Rule 21 gives district courts authority to drop a dispensable non-diverse party at any time, even after judgment has been rendered. Grupo Dataflux v. Atlas Global Group, L.P. , 541 U.S. 567, 572-73 (2004) (quoting Newman-Green, Inc. v. Alfonzo-Larrain , 490 U.S. 826, 832 (1989)). The Tenth Circuit has interpreted Rule 21 to mean that parties "of course may be dropped in order to achieve the requisite diversity of citizenship if their presence is not essential to a just and meaningful adjudication." Varley v. Tampax, Inc. , 855 F.2d 696, 702 (10th Cir. 1988). A court does not abuse its discretion in dismissing a party whose continued presence in the lawsuit destroys diversity jurisdiction. See Jett v. Phillips & Assocs. , 439 F.2d 987, 990 (10th Cir. 1971).

Plaintiff relies on Miller v. Leavenworth-Jefferson Electric Cooperative, Inc. , 653 F.2d 1378 (10th Cir. 1981), to support his argument that Klima should be dismissed. In Miller, after judgment in a personal injury action, the district court dismissed an employer whose presence destroyed diversity jurisdiction. Although the case caption styled the injured employee (Miller) as plaintiff, the complaint noted that his employer (who had paid workers compensation benefits) was also bringing the claim to protect its interests. 653 F.2d at 1379. Indeed, had the case not included the employer as plaintiff, Miller would have been statutorily precluded from bringing the action. See id. at 1382 (Miller failed to sue within one year so right to sue evolved exclusively to employer under K.S.A. § 44-504(c)). The district court did not determine whether the employer had formally become a party, but instead dismissed the employer under Rule 21.

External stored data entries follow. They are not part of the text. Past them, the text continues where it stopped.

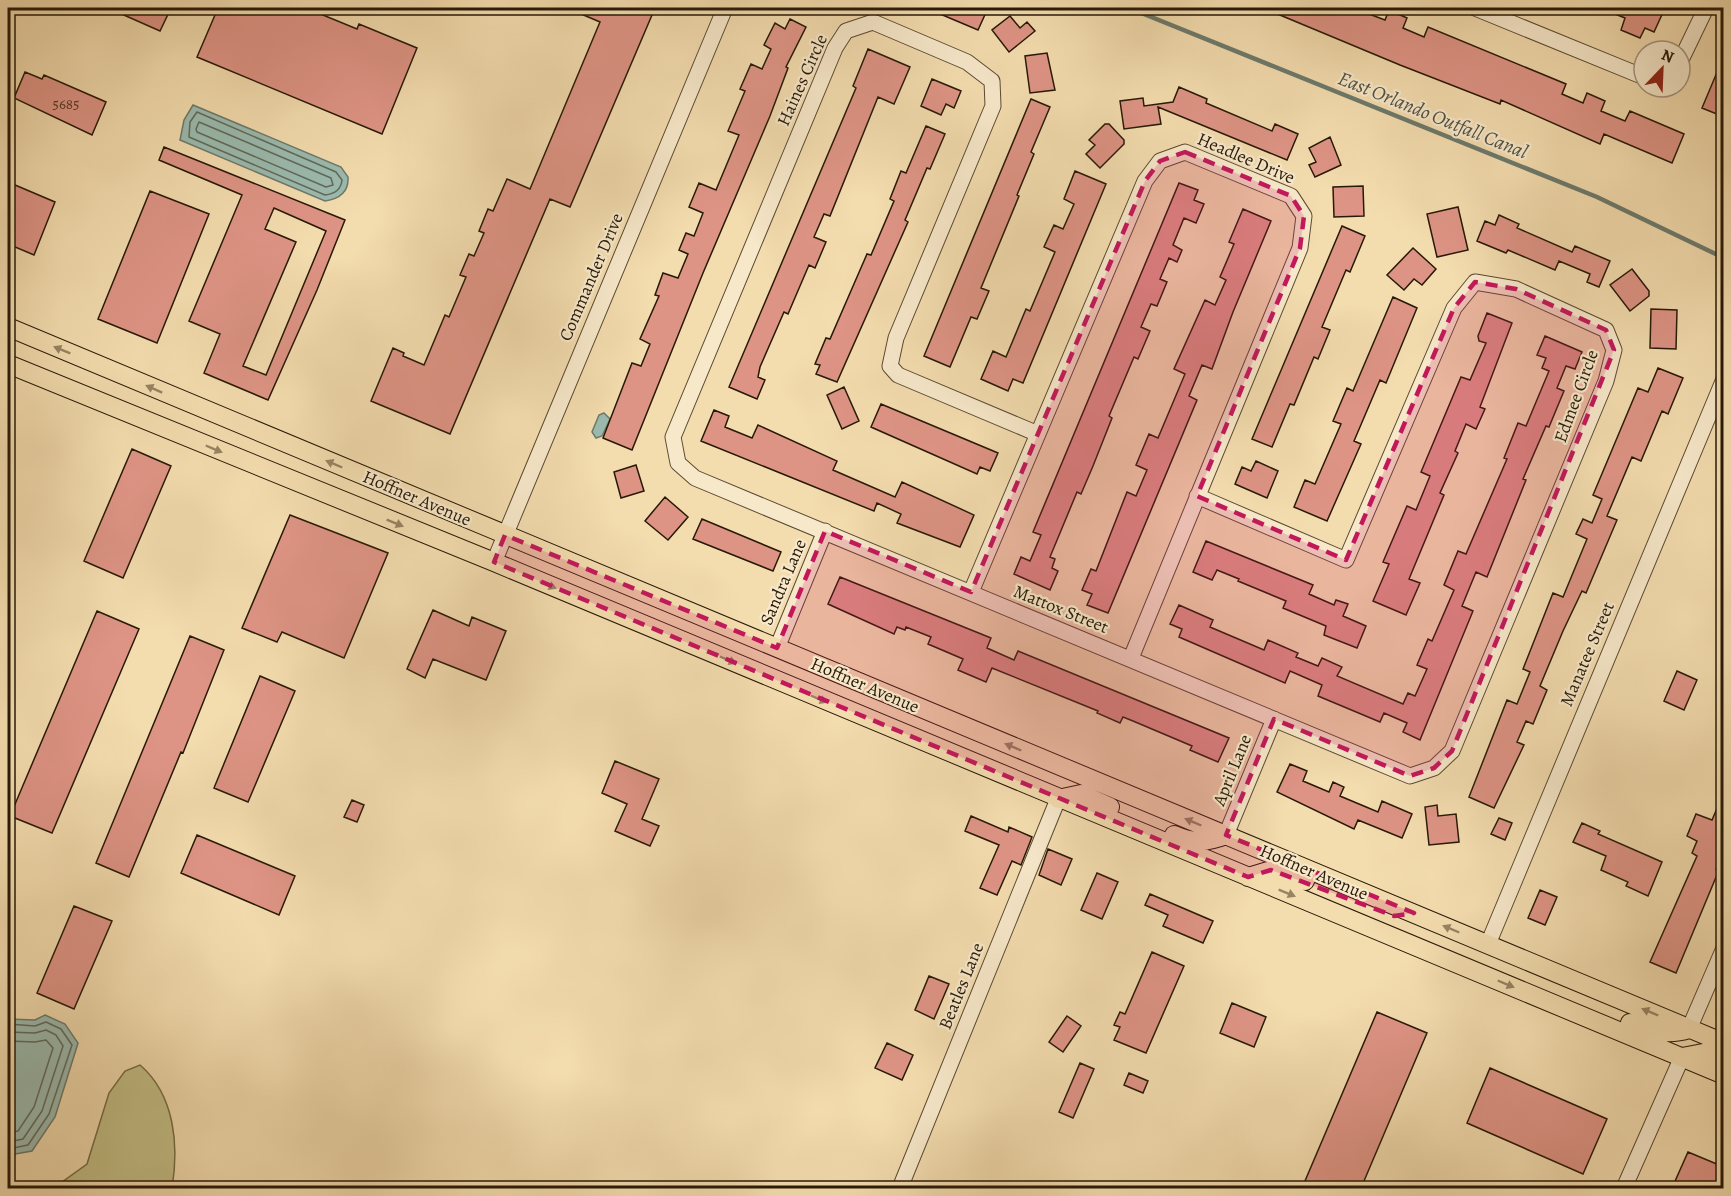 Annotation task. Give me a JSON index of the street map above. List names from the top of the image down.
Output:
{
  "streets": {
    "main road": ["Hoffner Avenue"],
    "street": [
      "Haines Circle",
      "Headlee Drive",
      "Commander Drive",
      "Edmee Circle",
      "Sandra Lane",
      "Mattox Street",
      "Manatee Street",
      "April Lane",
      "Beatles Lane"
    ]
  },
  "crossings": [
    ["Haines Circle", "Headlee Drive"],
    ["Haines Circle", "Mattox Street"],
    ["Headlee Drive", "Edmee Circle"],
    ["Headlee Drive", "Mattox Street"],
    ["Commander Drive", "Hoffner Avenue"],
    ["Edmee Circle", "Mattox Street"],
    ["Hoffner Avenue", "Sandra Lane"],
    ["Hoffner Avenue", "Manatee Street"],
    ["Hoffner Avenue", "April Lane"],
    ["Hoffner Avenue", "Beatles Lane"],
    ["Sandra Lane", "Mattox Street"],
    ["Mattox Street", "April Lane"]
  ],
  "water": ["East Orlando Outfall Canal"],
  "house_numbers": ["5685"],
  "north": "top right"
}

Defendant appealed, arguing that the employer was a necessary party but that its presence destroyed diversity jurisdiction. In affirming, the Tenth Circuit relied on Kansas law which holds that when the employee fails to file suit within one year of injury, the right to sue is not truly assigned to the employer. Instead, the employer is "limited to little more than a nominal role." 653 F.2d at 1383. The Tenth Circuit rejected defendant's argument that the district court had treated the employer as a formal party by submitting to the jury the question of the employer's fault, because the adjustment of liability was required by the Kansas comparative negligence statute, K.S.A. § 60-258a.[6] Id.

Klima's interest is much different than that of the employer in Miller. Here, plaintiff brought suit on his own behalf. Klima moved to intervene to protect its statutory lien because plaintiff had not agreed to protect its interests.[7] The Kansas workers compensation statute gives an employer a right of subrogation when an injured worker recovers from a third party by way of judgment or settlement, and it permits but does not require an employer to intervene in a workers lawsuit to recover damages. See K.S.A. § 44-504(b) ("The employer shall receive notice of the action, have a right to intervene and may participate in the action.").

Plaintiff did not respond to Klima's motion to intervene or object to Judge Waxse's order allowing Klima to intervene. Moreover, plaintiff has presented no argument or evidence to suggest that Klima no longer satisfies the elements of Rule 24(a)(2), i.e. that Klima has an interest in the damages that plaintiff seeks, that Klima's ability to protect its interest would be impaired or impeded by its absence and that Klima's interests would not be adequately protected by the original parties. Klima remains entitled to intervention as of right.

In their briefs, the parties explain that shortly after plaintiff filed his complaint, Edwards County filed a lawsuit in state court against plaintiff and Klima. Plaintiff represents that the state court action has been resolved by settlement. See Doc. #97 at 1. Whether that is true is irrelevant to the issue of subject matter jurisdiction. Plaintiff concedes that the Court lacks jurisdiction under 28 U.S.C. § 1367(b), see Doc. #26 at 4, and provides no compelling argument in favor of its motion to drop Klima as a party.

IT IS THEREFORE ORDERED that Plaintiff's Motion To Drop Klima Well Service, Inc. (Doc. #25) filed July 9, 2013 shall be and hereby is OVERRULED.

IT IS FURTHER ORDERED that Defendants' Motion To Dismiss For Lack Of Subject Matter Jurisdiction (Doc. #22) filed June 26, 2013 shall be and hereby is SUSTAINED.